V Shantaram`s rare British-period film screened
New Delhi: Audiences got a rare opportunity to watch V Shantaram`s rare 1937 social classic `Duniya Na Mane` screened on the opening day of the Delhi Book Fair to commemorate 100 years of Indian cinema.
Made only six years after the advent of talkies in Hindi cinema, the film, made by Shantaram`s `Prabhat Film Company`, wowed the albeit thin audience for its incredible sense of humour, its trenchant wit and satire.
The film, though made in the 1930s, was far ahead of its time and broached the issue of treatment of women in Indian society.
Also called `The Unexpected`, the film is based on the Marathi novel, `Na Patnari Goshta` by Narayan Hari Apte, who also wrote its screenplay.
The story revolves around the character named Kamala, played by Shanta Apte, who as an orphaned young girl is married off to an old wealthy man, for greed.
Though the audience was conspicuous by it absence, the 20-odd crowd, comprising both young and old, definitely went back feeling more fortunate than those who missed it.
"I`m glad I could see a gem like this. People do not understand old films because it is removed from the current era. But, women still suffer like the heroine did in the film, especially in the villages where they are still forcibly married to older men," said Ravi, a student.
"I think films like these are still relevant. And, people should appreciate it," he added.
The film is also known for its elegant camerawork and some rare shots like when `the old man/Kakasaheb`, played by Keshavrao Date, sees himself in pieces of a broken mirror or when the heroine sings around the gramophone, which is a constant theme in the film.
The film is also known for featuring the English song `A Psalm of Life`, a poem by Henry Wadsworth Longfellow. And, it was sung by the actor Shanta Apte herself.

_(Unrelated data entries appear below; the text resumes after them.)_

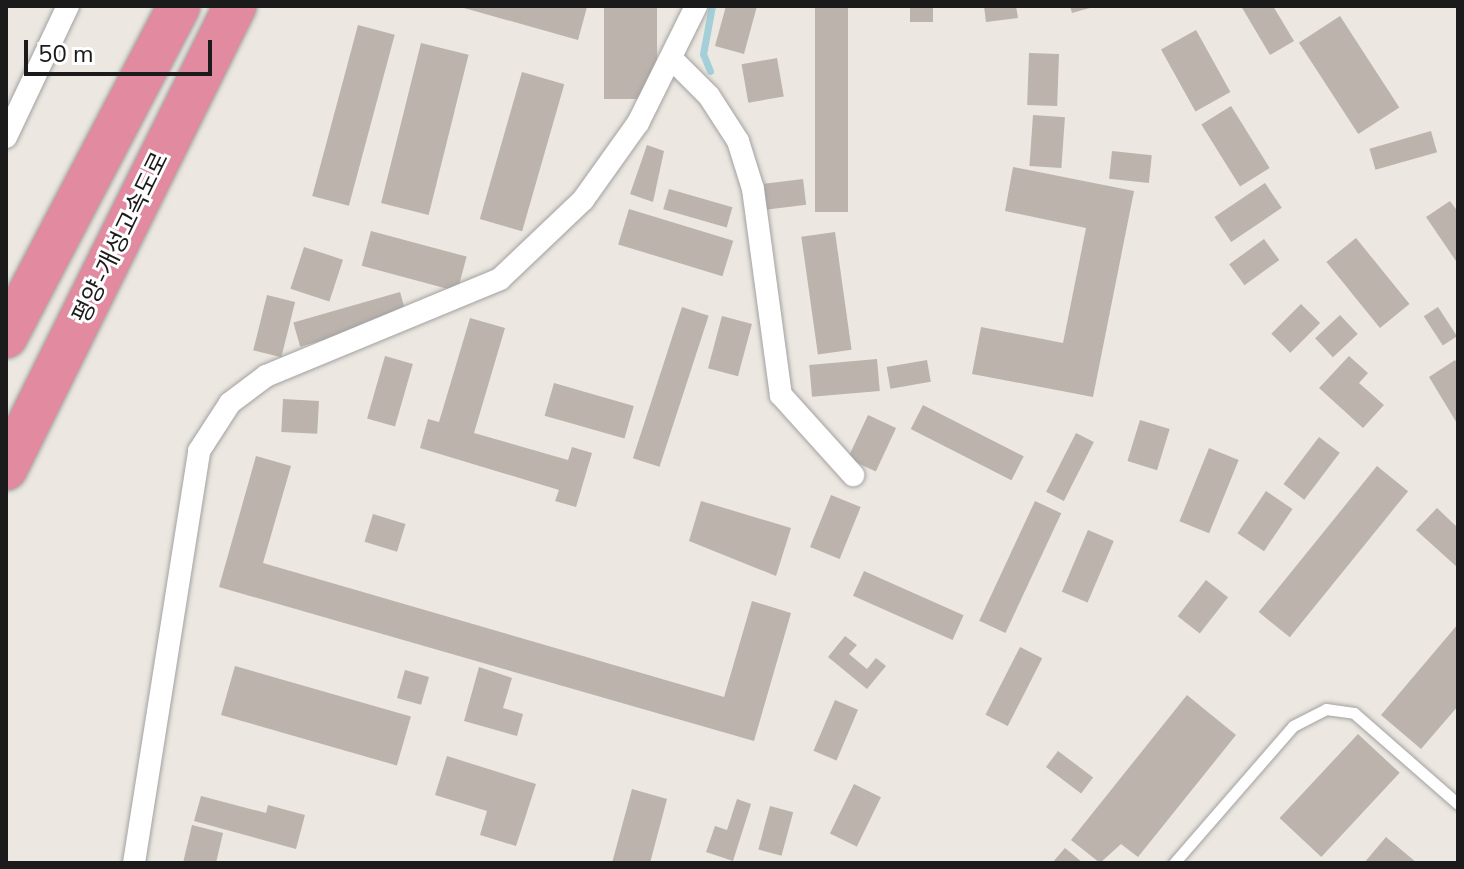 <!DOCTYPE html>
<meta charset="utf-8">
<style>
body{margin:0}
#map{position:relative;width:1464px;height:869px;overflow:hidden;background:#ece7e0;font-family:"Nunito Sans","Noto Sans KR",sans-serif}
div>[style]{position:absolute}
.stream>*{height:7px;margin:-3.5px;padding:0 3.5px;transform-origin:3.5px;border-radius:3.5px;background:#a2cfd8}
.building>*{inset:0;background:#bcb3ad;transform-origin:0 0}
.roads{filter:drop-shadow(0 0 2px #a2a2a2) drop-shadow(0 0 2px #a2a2a2)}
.service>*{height:11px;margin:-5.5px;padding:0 5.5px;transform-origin:5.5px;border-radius:5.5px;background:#fff}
.minor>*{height:22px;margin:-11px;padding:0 11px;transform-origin:11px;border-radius:11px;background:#fff}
.motorway>*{height:42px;margin:-21px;padding:0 21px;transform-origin:21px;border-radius:21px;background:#e18aa0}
span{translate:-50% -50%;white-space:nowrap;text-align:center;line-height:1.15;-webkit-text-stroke:6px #fff;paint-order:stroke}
.street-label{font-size:24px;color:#1b1b1b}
.frame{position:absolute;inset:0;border:8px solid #1b1b1b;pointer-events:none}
.scale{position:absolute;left:24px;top:40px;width:188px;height:36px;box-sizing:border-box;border:4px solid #1b1b1b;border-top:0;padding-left:10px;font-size:24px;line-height:28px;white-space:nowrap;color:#1b1b1b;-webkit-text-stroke:6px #fff;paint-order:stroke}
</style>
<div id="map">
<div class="stream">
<div style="left:710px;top:71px;width:18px;rotate:-112deg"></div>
<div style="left:703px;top:54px;width:49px;rotate:-79.4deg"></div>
</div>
<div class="building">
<div style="clip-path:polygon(457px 6px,582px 6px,587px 7px,578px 40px)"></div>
<div style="left:604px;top:6px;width:53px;height:93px"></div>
<div style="clip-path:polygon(726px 6px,757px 6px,744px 54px,715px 46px)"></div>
<div style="left:815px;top:6px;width:33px;height:206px"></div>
<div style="left:910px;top:6px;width:23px;height:16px"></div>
<div style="clip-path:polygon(984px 6px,1016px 6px,1018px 18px,986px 22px)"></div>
<div style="clip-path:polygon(1070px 6px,1093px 6px,1093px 7px,1072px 13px)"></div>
<div style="clip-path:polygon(1241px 6px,1273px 6px,1294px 41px,1270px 55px)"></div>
<div style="left:1340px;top:16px;width:109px;height:49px;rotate:57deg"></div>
<div style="left:358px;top:25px;width:38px;height:177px;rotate:15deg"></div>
<div style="left:1196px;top:30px;width:71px;height:40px;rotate:61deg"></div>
<div style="left:421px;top:43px;width:49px;height:165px;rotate:14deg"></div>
<div style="left:1029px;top:53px;width:30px;height:52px;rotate:2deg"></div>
<div style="left:777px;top:58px;width:39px;height:36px;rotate:80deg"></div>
<div style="left:522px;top:72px;width:44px;height:153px;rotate:16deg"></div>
<div style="left:1231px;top:106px;width:73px;height:35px;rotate:58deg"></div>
<div style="left:1033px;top:115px;width:32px;height:51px;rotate:4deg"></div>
<div style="left:1431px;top:131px;width:22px;height:64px;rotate:74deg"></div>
<div style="clip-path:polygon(647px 145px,664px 151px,653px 202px,630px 194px)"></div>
<div style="left:1112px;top:151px;width:40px;height:28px;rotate:6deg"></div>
<div style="clip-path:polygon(1013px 167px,1134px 191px,1093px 397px,972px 374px,981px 327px,1063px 343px,1086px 228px,1005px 211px)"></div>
<div style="left:803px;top:179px;width:26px;height:41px;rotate:83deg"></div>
<div style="left:1265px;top:183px;width:30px;height:61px;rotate:56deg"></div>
<div style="left:669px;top:189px;width:66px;height:21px;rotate:16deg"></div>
<div style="clip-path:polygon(1450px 201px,1458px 212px,1458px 264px,1426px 217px)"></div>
<div style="left:629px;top:209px;width:109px;height:37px;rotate:17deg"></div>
<div style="left:371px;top:231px;width:99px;height:36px;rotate:15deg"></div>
<div style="left:835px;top:232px;width:119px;height:34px;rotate:82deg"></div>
<div style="left:1356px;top:238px;width:85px;height:38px;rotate:51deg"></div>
<div style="left:1264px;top:239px;width:26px;height:43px;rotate:54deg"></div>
<div style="left:304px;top:247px;width:41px;height:44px;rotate:18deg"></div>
<div style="left:400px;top:292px;width:25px;height:111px;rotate:74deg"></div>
<div style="left:267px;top:295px;width:29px;height:57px;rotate:14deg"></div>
<div style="left:1301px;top:304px;width:27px;height:42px;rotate:45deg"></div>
<div style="left:682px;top:307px;width:28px;height:159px;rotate:18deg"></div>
<div style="left:1438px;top:307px;width:35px;height:17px;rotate:57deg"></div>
<div style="left:1340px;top:315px;width:26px;height:34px;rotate:47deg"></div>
<div style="left:722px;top:316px;width:31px;height:54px;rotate:15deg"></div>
<div style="clip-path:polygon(470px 318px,505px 328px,474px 433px,568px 460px,572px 447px,592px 453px,576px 507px,555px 501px,559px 490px,420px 448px,428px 419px,439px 422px)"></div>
<div style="left:385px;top:356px;width:29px;height:65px;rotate:16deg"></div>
<div style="clip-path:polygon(1349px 356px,1368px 373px,1359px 383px,1384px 405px,1363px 428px,1319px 388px)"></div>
<div style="left:877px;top:359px;width:32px;height:68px;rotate:85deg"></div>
<div style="left:927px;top:360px;width:22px;height:41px;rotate:80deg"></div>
<div style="clip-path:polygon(1455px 360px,1458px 365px,1458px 425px,1429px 377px)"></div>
<div style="left:554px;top:383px;width:83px;height:34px;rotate:16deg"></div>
<div style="left:283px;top:399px;width:36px;height:33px;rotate:3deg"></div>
<div style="left:923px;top:405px;width:113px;height:27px;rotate:27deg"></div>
<div style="left:868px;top:415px;width:31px;height:48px;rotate:25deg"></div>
<div style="left:1140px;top:420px;width:31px;height:43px;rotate:17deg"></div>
<div style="left:1076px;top:433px;width:20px;height:66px;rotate:27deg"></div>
<div style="left:1319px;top:437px;width:26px;height:59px;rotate:37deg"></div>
<div style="left:1209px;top:448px;width:32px;height:79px;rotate:22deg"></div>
<div style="clip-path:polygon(256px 456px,291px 466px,263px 563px,724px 697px,752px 601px,791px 613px,754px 741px,219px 587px)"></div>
<div style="left:1377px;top:466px;width:40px;height:188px;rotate:39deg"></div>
<div style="left:1266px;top:491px;width:32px;height:51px;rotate:34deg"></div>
<div style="left:831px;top:495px;width:32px;height:56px;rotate:22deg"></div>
<div style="clip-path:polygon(701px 501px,791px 528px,776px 576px,689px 541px)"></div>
<div style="left:1035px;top:501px;width:29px;height:132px;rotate:25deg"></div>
<div style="clip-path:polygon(1437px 508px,1458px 528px,1458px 568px,1416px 530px)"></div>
<div style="left:373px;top:514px;width:34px;height:29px;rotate:17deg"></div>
<div style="left:1088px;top:530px;width:28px;height:67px;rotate:23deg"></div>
<div style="left:864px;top:571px;width:109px;height:27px;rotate:24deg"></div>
<div style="left:1206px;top:580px;width:28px;height:46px;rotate:38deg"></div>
<div style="clip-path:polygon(1458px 624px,1458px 706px,1421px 749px,1381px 715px)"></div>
<div style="clip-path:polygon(845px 636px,857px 645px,849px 654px,867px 669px,876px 658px,886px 666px,867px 689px,828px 657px)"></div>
<div style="left:1020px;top:647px;width:25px;height:76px;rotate:27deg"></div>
<div style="left:235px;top:666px;width:183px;height:51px;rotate:16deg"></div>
<div style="clip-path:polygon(479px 667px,512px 678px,503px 708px,523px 714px,517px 736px,464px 721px)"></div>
<div style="left:405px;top:670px;width:25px;height:29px;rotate:16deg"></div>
<div style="clip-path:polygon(1187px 695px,1236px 735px,1138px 857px,1121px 844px,1100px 863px,1071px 840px)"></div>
<div style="left:835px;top:700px;width:25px;height:55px;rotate:23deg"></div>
<div style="left:1358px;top:734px;width:57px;height:115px;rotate:43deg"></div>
<div style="left:1058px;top:751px;width:44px;height:20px;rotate:37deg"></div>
<div style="clip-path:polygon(447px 756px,536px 784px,516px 846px,480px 835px,487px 811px,435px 795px)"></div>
<div style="left:854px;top:784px;width:30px;height:55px;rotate:26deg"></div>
<div style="clip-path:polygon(632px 789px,667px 799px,650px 863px,612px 863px)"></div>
<div style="clip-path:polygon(201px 796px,266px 813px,268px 805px,305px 815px,296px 849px,194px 821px)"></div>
<div style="clip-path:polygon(737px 799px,751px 804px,733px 861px,706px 852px,715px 826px,727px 830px)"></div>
<div style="left:770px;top:806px;width:24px;height:45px;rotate:15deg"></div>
<div style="clip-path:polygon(192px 825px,223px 833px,216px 863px,183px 863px)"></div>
<div style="clip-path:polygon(1386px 837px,1417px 863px,1364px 863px)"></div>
<div style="clip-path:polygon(1065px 848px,1083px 863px,1052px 863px)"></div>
</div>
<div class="roads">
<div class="service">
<div style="left:1174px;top:863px;width:181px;rotate:-49deg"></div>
<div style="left:1293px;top:726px;width:37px;rotate:-27deg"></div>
<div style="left:1326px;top:709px;width:28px;rotate:8deg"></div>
<div style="left:1354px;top:713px;width:138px;rotate:41.2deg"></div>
</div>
<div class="minor">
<div style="left:674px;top:61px;width:49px;rotate:45deg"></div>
<div style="left:709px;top:96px;width:54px;rotate:57.2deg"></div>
<div style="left:738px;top:141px;width:50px;rotate:72.6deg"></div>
<div style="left:753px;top:189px;width:208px;rotate:82.3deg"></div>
<div style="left:781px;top:395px;width:108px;rotate:48deg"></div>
<div style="left:6px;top:137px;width:145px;rotate:-64.7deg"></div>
<div style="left:134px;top:863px;width:417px;rotate:-81deg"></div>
<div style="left:199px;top:451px;width:57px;rotate:-57.1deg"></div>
<div style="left:230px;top:403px;width:45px;rotate:-36.9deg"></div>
<div style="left:266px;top:376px;width:253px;rotate:-22.5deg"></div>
<div style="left:500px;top:279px;width:115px;rotate:-43.6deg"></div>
<div style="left:583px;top:200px;width:95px;rotate:-54.5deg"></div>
<div style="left:638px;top:123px;width:131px;rotate:-63.6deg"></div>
</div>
<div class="motorway">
<div style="left:6px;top:337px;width:373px;rotate:-62.4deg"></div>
<div style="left:6px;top:469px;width:517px;rotate:-63.68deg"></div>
</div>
</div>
<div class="street-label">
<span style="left:121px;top:238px;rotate:-64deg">평양-개성고속도로</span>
</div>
<div class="frame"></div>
<div class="scale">50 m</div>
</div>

Back then, the movie attained both critical and commercial success so much so that it went on to is screened at the Venice International Film Festival. It was also made in Marathi as `Kunku`.

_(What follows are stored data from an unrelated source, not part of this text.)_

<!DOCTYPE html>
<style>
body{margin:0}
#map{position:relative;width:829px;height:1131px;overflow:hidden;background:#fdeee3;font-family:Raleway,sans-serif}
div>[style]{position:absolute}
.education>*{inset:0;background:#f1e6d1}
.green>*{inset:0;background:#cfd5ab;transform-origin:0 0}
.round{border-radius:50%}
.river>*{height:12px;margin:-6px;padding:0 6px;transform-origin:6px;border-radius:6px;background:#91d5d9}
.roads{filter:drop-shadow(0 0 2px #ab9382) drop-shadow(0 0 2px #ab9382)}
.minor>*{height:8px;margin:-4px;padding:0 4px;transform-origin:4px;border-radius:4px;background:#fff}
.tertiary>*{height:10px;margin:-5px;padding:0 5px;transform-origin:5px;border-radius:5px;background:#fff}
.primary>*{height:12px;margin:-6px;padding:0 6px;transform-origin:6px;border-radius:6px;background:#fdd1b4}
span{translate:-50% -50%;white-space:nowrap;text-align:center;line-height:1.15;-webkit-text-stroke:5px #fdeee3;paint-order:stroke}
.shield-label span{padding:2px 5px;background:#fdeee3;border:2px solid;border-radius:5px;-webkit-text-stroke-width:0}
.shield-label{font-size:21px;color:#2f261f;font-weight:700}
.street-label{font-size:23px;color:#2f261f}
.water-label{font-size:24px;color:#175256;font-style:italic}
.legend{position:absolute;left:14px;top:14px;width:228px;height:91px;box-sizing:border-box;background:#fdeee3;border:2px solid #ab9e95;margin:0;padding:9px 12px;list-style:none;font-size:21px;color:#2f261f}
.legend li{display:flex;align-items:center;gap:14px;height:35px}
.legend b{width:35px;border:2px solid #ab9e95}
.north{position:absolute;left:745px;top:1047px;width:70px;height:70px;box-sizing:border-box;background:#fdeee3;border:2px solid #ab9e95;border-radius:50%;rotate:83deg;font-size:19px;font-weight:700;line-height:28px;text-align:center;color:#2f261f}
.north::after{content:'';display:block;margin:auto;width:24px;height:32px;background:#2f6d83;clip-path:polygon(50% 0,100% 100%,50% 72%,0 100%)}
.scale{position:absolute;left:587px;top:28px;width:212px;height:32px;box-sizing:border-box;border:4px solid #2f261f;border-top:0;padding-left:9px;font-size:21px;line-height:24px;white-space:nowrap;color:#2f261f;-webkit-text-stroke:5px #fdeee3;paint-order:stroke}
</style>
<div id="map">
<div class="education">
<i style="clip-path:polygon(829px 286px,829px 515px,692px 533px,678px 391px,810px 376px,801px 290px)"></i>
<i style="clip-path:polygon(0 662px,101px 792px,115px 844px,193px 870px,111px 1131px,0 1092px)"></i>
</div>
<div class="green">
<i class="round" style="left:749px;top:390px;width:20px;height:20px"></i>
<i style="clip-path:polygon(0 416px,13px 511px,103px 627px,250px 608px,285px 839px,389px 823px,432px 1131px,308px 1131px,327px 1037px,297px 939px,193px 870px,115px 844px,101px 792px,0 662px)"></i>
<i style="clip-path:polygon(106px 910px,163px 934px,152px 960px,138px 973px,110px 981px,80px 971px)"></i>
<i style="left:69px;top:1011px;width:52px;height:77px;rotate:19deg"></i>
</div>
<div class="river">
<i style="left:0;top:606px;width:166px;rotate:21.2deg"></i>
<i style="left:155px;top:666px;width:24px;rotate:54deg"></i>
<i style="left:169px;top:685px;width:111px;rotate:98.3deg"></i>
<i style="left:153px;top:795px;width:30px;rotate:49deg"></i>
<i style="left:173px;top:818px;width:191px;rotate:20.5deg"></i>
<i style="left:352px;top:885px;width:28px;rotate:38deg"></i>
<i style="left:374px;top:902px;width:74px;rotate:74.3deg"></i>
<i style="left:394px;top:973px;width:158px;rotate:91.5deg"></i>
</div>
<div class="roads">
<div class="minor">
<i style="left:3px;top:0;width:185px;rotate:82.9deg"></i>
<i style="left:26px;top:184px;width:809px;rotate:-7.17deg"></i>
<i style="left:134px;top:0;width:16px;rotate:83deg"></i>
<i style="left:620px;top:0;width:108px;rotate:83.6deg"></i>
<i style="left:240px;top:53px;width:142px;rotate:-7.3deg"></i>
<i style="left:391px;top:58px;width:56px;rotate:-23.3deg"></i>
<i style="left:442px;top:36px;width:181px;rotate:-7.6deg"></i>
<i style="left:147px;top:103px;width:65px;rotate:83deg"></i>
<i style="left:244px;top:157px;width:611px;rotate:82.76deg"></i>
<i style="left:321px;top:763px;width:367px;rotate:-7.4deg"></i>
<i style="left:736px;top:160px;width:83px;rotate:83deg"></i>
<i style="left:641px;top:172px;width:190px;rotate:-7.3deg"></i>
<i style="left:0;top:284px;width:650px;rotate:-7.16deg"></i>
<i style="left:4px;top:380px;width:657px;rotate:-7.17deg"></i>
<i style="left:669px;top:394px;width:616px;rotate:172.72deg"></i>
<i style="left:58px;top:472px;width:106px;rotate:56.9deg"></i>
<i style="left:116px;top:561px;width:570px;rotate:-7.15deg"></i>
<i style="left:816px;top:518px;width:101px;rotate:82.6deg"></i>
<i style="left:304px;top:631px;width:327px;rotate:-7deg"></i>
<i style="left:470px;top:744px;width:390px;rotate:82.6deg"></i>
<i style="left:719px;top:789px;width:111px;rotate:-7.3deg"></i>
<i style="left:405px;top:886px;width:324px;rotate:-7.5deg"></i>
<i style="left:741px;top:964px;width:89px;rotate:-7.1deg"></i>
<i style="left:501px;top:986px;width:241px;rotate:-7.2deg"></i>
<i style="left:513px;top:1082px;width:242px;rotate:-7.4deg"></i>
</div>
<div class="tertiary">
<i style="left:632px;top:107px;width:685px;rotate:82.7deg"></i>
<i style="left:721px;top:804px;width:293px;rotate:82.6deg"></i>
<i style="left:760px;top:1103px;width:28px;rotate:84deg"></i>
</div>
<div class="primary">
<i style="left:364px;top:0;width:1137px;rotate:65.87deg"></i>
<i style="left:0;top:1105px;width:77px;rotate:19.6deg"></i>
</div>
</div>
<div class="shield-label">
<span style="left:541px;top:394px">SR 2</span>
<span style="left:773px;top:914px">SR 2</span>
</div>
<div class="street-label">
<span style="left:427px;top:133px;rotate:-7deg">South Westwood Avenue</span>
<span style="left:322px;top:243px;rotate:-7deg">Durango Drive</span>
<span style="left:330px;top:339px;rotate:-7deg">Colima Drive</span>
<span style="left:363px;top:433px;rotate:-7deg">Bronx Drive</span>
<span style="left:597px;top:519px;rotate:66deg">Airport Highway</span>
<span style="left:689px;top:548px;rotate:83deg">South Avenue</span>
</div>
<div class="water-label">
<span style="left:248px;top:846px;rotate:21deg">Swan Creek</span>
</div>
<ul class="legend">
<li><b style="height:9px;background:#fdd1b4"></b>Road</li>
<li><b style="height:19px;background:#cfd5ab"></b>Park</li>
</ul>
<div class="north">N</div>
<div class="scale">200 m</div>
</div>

Along with the Delhi Book Fair, the India Trade Promotion Organisation is also commemorating the 100 years of Indian cinema by screening masterpieces adapted from the works of famous authors at `Shakuntalam` theatre of Pragati Maidan here, from September 1 to 9.
Ritwik Ghatak`s `Meghe Dhaka Tara` (Bengali) based on the novel by Shaktipada Rajguru, Dev Anand`s `Guide` adapted from RK Narayan`s work, `Samskara` (Kannada) based on UR Ananthamurthy`s novel are set to be screened.
The schedule is a mix of old and new films, with `Umbartha` based on Marathi novel `Beghar`, Vidya Balan-starrer `Parineeta` adapted from Sharat Chandra Chattopadhyay`s Bengali novel and `Slumdog Millionaire` being included.
The curtains come down on September 9 with `3 Idiots` adapted from Chetan Bhagat`s bestseller.